A major unanswered question was whether mRNA recapping is restricted to the native cap site or if this also occurs downstream. Results in (8) showed mRNAs with uncapped ends corresponding to the native 5′ end and downstream sites accumulated in cells expressing a dominant negative form of cytoplasmic capping enzyme. Approximately 25% of CAGE tags map downstream within spliced exons (23), and using the same approach, Kiss et al. (24) and Berger et al. (25) mapped uncapped ends of a number of cytoplasmic capping targets to the vicinity of downstream CAGE tags. Since uncapped ends represent a precursor state, this approach can only infer their identity as recapping sites.
This question was addressed by tagging capped ends using an approach that adds a double-stranded primer onto first-strand cDNA immediately next to the site of a cap, in a cap-dependent manner, (Figure 4A) followed by PCR with a primer matching the adapter and gene specific primers for several TOP mRNAs. RPS4X, RPS3 and RPL8 each generated a single product (Figure 4B), and direct sequencing identified each of these products as retaining their native 5′ end (Figure 4C). Thus, as proposed in (8), cap homeostasis functions to maintain the capped ends of these ribosomal protein mRNAs. The same approach generated 2 closely spaced bands from EIF3K and EIF3D that were identified by cloning and sequencing. While the majority of sequences matched the native 5′ ends of their corresponding mRNAs, a number of these, most notably for EIF3D, mapped downstream of the TOP sequence. The corresponding transcripts retain the start site and coding sequence, and would presumably constitute a form of EIF3D that is immune to regulation by LARP1, and by extension, mTOR. eIF3D is a cap-binding protein that functions independently of eIF4F to affect the translation of a subset of the transcriptome (33,34) and mRNAs with 5′-UTR m6A (35). As such the existence of a LARP1-independent form of EIF3D mRNA may have implications for the regulation of non-canonical translation initiation, such as that using eIF3D and DAP5 (36).
A question that then follows is why recapped ends of TOP mRNAs are limited to the native cap site or just downstream of this. A possible answer may lie in the finding that the 5′ ends of TOP mRNAs are highly structured (37), and such regions limit XRN1 processivity (38). PANTHER analysis also yielded some insights into the unanticipated increase in a significant number of mRNAs.

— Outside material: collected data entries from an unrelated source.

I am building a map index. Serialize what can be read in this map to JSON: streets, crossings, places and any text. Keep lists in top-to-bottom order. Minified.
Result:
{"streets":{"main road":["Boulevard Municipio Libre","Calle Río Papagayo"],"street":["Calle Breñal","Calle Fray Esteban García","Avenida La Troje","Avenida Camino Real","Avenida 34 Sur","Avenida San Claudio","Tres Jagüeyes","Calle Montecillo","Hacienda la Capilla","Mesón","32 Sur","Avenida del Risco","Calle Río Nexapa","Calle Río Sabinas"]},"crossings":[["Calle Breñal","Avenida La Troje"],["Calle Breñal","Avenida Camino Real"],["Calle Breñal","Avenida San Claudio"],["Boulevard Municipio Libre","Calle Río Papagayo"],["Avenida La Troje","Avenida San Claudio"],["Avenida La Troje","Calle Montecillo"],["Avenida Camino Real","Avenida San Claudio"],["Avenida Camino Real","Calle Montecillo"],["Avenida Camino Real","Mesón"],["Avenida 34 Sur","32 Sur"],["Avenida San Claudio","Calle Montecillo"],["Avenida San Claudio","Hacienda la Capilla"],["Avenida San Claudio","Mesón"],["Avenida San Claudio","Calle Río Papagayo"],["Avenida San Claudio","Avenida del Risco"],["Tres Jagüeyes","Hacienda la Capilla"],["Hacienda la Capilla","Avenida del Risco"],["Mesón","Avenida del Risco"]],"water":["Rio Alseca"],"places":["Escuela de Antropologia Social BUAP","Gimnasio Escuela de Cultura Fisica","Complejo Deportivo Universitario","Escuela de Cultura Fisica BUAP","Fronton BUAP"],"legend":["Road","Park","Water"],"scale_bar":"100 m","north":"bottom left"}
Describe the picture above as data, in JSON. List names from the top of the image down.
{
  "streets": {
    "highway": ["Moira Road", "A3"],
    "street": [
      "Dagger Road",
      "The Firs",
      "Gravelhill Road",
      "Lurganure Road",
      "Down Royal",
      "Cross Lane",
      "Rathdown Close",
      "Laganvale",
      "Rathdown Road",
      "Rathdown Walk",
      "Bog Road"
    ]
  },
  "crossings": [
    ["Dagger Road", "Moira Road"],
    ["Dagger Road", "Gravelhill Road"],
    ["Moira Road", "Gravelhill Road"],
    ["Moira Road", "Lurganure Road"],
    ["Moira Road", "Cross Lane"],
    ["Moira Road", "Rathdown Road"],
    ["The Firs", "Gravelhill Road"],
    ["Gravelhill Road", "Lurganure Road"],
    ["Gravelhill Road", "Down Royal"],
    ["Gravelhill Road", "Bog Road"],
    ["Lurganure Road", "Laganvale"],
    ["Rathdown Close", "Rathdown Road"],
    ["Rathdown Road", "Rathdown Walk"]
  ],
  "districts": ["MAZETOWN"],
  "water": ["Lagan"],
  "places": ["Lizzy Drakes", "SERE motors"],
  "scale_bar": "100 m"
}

These fell into a number of related categories including DNA-binding proteins, transcription factors/co-activators, and proteins involved in pre-mRNA splicing, together suggestive of a ramping up of gene expression. Similar to results in (27) we suspect the overall increase in gene expression machinery may be compensation for the decreased levels of recapping targets and their encoded proteins.
Finally, the global increased use of annotated poly(A) sites following induction of ΔN-RNMT in U2OS cells was unexpected. Shortened 3′-UTRs are a common feature of cancer and cancer cell line transcriptomes (30), and in retrospect it is not surprising that in uninduced cells many of the 3′ end sequence tags are upstream of 3′ ends in the reference genome. The broad shift to distal (i.e. annotated) 3′ ends following ΔN-RNMT indicates upstream alternative polyadenylation was either directly or indirectly overcome by inhibiting cytoplasmic cap methylation. Given the breadth of the effect and the fact that the affected transcripts did not fall into distinct ontological groupings, we suspect changes in poly(A) site utilization are secondary to changes in one or more of the core 3′ processing components. ΔN-RNMT expression had no impact on mRNAs for CFIm or CFIIm; however, PABPN1 mRNA is almost 2-fold higher and PABPN1 is 1.7-fold higher in ΔN-RNMT expressing cells. PABPN1 is a suppressor of alternative polyadenylation (31), and reduced levels are associated with increased use of proximal poly(A). The increase in PABPN1 associated with ΔN-RNMT expression is therefore consistent with the global shift to distal cleavage and polyadenylation sites observed here.
In summary, the current study succeeded in identifying new cytoplasmic capping targets by their decrease following inhibition of cytoplasmic cap methylation. The most notable of these were the TOP mRNAs. Perhaps of greater importance, results presented here provide the first direct proof for cytoplasmic capping downstream of the native cap site. This finding opens the door for future work characterizing the relationship of cytoplasmic capping to transcriptome and proteome complexity.
DATA AVAILABILITY
QuantSeq data are deposited in the Short Read Archive under BioProject ID PRJNA547607 and in GEO under accession GSE142848. QuantSeq data are also uploaded to the UCSC genome browser at https://genome.ucsc.edu/s/rbund/DeltaN%2DRNMT%2Didentifies%2DTOP%2DRNAs. We confirm transcriptome-wide analyses presented here have been validated by RT-qPCR.
Supplementary Material
ACKNOWLEDGEMENTS
We wish to thank Lexogen GmbH for their gift of a QuantSeq REV kit, and for library sequencing. We also wish to thank Gabriel Shye-White for his assistance with this study and Wen Tang for his helpful comments. D.V.M. and J.B.T. designed and performed the experiments, D.V.M., R.B. and D.R.S. performed bioinformatics analysis. D.R.S., R.B., D.V.M. and J.B.T. wrote the manuscript and D.V.M., R.B. and D.R.S. prepared the figures. The content is solely the responsibility of the authors and does not necessarily represent the official views of The Ohio State University or the National Institutes of Health.
Notes
Present address: Jackson B. Trotman, Department of Pharmacology and Lineberger Cancer Center, University of North Carolina, Chapel Hill, NC 27599, USA.
SUPPLEMENTARY DATA
Supplementary Data are available at NAR Online.
FUNDING
US National Institutes of Health (NIH) [GM084177 to D.R.S.]. Funding for open access charge: NIH grant [GM084177].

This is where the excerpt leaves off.